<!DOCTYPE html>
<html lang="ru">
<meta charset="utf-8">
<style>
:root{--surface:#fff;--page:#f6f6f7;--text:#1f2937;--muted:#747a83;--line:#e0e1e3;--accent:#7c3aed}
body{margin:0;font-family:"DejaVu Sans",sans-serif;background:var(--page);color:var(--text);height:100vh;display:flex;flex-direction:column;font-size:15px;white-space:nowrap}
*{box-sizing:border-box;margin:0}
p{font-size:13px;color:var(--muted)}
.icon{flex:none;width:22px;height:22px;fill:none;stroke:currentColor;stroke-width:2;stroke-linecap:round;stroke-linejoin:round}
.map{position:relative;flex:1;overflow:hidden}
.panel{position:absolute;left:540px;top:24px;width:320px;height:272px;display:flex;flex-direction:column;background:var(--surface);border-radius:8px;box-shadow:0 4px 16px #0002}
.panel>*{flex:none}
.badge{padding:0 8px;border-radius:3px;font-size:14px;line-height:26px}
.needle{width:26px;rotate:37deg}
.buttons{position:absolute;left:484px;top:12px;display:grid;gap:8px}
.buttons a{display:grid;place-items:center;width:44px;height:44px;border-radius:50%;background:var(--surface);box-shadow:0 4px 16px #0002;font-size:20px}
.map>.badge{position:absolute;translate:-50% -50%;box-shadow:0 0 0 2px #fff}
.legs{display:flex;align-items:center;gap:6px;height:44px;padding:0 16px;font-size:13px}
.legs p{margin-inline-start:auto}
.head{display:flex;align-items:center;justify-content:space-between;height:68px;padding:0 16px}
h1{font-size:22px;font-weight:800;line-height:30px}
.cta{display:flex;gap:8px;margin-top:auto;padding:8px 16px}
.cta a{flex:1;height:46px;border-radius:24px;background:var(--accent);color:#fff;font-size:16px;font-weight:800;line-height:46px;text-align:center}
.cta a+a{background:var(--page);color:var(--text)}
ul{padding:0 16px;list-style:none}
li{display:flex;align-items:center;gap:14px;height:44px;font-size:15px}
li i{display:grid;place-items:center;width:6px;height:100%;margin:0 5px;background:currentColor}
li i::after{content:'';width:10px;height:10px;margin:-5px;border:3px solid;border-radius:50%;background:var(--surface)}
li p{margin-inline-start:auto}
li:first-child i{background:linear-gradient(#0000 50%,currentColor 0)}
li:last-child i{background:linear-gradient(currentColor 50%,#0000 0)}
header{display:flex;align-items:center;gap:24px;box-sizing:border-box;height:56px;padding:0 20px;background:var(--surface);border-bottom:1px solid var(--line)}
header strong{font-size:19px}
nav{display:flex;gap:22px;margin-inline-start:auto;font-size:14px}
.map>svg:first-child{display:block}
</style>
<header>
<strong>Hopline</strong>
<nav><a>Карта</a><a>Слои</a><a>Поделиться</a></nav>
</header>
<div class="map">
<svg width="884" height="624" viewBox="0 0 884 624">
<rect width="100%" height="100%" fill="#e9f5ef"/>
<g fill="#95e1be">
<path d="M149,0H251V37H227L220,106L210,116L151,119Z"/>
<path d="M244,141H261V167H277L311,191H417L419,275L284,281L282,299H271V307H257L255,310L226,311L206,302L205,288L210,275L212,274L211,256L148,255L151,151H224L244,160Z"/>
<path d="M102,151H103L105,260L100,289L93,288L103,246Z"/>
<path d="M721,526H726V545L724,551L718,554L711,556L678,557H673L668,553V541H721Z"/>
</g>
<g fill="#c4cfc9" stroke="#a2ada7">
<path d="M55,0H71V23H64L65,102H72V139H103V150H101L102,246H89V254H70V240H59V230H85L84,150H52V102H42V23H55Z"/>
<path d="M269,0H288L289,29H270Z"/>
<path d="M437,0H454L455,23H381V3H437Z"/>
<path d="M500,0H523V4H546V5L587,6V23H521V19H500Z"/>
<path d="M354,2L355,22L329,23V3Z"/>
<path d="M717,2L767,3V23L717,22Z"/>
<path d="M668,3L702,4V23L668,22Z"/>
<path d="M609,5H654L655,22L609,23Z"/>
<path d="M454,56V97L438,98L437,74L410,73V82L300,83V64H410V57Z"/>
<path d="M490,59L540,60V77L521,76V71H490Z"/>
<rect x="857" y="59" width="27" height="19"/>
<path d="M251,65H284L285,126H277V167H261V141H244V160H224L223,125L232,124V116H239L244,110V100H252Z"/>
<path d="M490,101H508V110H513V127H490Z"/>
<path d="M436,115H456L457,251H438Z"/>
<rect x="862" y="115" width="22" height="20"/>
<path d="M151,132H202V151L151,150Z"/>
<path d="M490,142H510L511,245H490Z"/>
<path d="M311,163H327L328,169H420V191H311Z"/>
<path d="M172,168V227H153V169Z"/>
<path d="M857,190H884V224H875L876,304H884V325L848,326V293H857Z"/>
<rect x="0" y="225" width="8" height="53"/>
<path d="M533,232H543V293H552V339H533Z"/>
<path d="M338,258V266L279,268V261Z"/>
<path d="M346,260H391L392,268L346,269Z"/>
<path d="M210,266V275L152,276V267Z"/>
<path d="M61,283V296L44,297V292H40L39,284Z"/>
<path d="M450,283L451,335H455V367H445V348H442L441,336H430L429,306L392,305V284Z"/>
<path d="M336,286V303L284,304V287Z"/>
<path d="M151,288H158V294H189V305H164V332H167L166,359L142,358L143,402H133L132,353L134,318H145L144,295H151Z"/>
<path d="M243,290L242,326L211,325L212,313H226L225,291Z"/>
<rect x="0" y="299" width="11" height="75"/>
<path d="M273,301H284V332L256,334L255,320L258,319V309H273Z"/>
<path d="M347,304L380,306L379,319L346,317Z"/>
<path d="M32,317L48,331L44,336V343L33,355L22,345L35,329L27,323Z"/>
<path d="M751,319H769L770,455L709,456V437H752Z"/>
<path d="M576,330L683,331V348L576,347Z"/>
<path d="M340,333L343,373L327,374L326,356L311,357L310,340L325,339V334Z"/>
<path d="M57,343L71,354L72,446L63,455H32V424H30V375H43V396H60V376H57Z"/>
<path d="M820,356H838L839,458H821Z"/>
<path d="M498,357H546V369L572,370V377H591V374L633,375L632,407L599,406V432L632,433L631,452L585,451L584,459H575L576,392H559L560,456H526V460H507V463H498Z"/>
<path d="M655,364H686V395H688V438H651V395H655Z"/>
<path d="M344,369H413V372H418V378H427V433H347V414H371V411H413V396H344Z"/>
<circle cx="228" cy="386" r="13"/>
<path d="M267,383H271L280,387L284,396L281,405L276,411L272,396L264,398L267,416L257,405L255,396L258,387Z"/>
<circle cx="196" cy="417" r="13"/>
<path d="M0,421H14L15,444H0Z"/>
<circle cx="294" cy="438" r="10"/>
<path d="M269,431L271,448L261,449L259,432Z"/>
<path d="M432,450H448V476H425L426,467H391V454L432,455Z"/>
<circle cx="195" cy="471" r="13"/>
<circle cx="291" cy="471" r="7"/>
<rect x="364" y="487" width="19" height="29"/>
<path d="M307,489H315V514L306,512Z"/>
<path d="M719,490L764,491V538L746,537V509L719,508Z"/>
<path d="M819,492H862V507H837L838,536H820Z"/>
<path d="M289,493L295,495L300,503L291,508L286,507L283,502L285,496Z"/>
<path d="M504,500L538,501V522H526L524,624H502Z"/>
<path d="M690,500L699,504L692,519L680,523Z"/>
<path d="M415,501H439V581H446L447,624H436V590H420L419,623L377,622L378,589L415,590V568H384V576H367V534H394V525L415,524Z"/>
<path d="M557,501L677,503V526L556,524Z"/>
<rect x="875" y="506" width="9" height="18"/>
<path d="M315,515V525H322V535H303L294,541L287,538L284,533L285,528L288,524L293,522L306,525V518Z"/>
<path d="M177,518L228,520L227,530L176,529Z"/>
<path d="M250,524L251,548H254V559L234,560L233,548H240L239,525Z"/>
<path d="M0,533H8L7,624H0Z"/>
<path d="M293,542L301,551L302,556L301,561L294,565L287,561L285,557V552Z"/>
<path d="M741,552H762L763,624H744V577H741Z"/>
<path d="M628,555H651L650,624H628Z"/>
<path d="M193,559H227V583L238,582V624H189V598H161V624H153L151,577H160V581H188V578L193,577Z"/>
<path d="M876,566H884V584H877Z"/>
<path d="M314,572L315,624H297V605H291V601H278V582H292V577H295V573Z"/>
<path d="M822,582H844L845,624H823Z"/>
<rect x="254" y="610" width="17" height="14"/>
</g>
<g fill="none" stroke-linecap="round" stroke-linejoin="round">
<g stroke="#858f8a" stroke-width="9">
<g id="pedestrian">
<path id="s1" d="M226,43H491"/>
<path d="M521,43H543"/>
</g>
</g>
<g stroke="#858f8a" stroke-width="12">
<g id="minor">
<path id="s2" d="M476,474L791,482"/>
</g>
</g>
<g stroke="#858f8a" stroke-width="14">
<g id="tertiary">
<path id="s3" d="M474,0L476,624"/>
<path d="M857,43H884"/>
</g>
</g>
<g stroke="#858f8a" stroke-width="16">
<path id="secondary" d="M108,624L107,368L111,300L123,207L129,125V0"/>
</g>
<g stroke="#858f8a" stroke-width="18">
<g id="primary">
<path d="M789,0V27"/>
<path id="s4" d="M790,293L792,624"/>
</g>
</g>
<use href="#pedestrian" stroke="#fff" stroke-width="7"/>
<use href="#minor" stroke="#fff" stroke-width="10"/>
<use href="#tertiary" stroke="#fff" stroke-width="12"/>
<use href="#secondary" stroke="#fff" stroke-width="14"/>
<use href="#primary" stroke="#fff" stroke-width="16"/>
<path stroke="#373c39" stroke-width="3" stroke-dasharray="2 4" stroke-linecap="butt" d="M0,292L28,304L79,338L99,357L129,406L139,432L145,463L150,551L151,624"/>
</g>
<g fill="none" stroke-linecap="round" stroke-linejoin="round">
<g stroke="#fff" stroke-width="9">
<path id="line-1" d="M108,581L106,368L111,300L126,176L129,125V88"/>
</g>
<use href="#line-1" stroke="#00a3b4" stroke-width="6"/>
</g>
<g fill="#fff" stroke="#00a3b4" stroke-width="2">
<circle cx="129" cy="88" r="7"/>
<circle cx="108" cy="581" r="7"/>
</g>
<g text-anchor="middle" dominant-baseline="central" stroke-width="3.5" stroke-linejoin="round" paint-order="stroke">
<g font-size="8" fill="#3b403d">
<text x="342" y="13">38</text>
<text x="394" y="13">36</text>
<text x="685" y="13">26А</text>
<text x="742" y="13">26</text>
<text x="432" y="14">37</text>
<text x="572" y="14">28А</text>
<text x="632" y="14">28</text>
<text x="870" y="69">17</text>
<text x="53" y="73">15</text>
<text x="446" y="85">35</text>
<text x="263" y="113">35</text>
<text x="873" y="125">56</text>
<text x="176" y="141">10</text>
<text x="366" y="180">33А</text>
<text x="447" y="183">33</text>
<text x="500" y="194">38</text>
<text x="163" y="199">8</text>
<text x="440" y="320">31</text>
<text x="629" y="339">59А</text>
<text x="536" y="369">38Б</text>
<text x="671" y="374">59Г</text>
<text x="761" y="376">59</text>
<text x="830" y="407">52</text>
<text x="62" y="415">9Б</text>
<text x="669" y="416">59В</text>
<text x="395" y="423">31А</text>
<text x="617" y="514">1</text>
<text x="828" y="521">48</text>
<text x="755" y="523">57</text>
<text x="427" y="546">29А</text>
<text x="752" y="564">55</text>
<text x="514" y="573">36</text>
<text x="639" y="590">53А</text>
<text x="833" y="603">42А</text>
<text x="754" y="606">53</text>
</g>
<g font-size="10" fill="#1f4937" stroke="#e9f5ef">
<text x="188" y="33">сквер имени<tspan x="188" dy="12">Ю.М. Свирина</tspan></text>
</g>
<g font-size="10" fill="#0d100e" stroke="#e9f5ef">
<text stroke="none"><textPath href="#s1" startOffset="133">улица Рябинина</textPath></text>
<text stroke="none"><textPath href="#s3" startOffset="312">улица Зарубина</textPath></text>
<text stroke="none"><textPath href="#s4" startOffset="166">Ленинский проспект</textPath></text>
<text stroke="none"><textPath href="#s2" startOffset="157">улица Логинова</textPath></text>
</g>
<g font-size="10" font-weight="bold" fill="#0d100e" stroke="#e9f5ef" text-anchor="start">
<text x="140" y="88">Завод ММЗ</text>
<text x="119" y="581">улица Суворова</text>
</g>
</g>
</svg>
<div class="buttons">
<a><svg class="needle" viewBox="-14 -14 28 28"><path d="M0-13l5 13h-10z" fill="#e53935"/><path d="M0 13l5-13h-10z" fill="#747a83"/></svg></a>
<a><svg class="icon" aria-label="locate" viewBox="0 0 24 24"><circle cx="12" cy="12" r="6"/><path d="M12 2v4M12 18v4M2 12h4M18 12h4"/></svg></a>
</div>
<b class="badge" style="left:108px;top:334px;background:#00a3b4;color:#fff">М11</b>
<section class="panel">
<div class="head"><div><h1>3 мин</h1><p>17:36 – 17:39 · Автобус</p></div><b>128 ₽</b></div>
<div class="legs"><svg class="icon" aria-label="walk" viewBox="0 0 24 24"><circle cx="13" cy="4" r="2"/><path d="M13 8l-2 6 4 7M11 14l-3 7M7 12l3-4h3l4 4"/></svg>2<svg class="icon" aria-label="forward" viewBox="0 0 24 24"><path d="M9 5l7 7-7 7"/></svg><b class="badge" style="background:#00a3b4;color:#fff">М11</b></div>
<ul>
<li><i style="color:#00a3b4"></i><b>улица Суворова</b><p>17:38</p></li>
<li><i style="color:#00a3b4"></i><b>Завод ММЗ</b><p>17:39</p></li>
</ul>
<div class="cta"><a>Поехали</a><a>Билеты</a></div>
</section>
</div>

==*==

Search the material for the word "direction". Each line where it is found must be copied.

• **RESULT FOR THIS TASK**:
body{margin:0;font-family:"DejaVu Sans",sans-serif;background:var(--page);color:var(--text);height:100vh;display:flex;flex-direction:column;font-size:15px;white-space:nowrap}
.panel{position:absolute;left:540px;top:24px;width:320px;height:272px;display:flex;flex-direction:column;background:var(--surface);border-radius:8px;box-shadow:0 4px 16px #0002}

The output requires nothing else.